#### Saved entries
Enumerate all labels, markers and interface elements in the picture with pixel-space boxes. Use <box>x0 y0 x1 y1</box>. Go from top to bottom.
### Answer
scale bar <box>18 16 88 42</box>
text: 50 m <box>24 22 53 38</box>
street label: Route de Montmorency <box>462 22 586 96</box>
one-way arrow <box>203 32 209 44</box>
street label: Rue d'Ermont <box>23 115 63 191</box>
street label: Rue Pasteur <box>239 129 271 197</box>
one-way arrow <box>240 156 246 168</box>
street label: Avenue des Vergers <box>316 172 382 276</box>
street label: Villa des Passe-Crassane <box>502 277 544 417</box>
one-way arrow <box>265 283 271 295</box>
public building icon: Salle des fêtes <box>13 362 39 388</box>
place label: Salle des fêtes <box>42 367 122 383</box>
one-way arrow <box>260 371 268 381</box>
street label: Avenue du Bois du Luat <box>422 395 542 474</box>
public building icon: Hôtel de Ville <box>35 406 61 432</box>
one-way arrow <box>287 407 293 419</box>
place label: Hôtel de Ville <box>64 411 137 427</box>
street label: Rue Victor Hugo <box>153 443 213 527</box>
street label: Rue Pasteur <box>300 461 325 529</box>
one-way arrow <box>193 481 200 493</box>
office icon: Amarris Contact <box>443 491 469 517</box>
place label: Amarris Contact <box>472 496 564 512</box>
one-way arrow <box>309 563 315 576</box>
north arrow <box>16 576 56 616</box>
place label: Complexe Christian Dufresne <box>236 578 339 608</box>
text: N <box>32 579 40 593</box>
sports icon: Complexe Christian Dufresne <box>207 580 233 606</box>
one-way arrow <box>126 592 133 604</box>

#### Required action
Write out each entry once more, exactly as it was given.

#### Exercise response
Enumerate all labels, markers and interface elements in the picture with pixel-space boxes. Use <box>x0 y0 x1 y1</box>. Go from top to bottom.
### Answer
scale bar <box>18 16 88 42</box>
text: 50 m <box>24 22 53 38</box>
street label: Route de Montmorency <box>462 22 586 96</box>
one-way arrow <box>203 32 209 44</box>
street label: Rue d'Ermont <box>23 115 63 191</box>
street label: Rue Pasteur <box>239 129 271 197</box>
one-way arrow <box>240 156 246 168</box>
street label: Avenue des Vergers <box>316 172 382 276</box>
street label: Villa des Passe-Crassane <box>502 277 544 417</box>
one-way arrow <box>265 283 271 295</box>
public building icon: Salle des fêtes <box>13 362 39 388</box>
place label: Salle des fêtes <box>42 367 122 383</box>
one-way arrow <box>260 371 268 381</box>
street label: Avenue du Bois du Luat <box>422 395 542 474</box>
public building icon: Hôtel de Ville <box>35 406 61 432</box>
one-way arrow <box>287 407 293 419</box>
place label: Hôtel de Ville <box>64 411 137 427</box>
street label: Rue Victor Hugo <box>153 443 213 527</box>
street label: Rue Pasteur <box>300 461 325 529</box>
one-way arrow <box>193 481 200 493</box>
office icon: Amarris Contact <box>443 491 469 517</box>
place label: Amarris Contact <box>472 496 564 512</box>
one-way arrow <box>309 563 315 576</box>
north arrow <box>16 576 56 616</box>
place label: Complexe Christian Dufresne <box>236 578 339 608</box>
text: N <box>32 579 40 593</box>
sports icon: Complexe Christian Dufresne <box>207 580 233 606</box>
one-way arrow <box>126 592 133 604</box>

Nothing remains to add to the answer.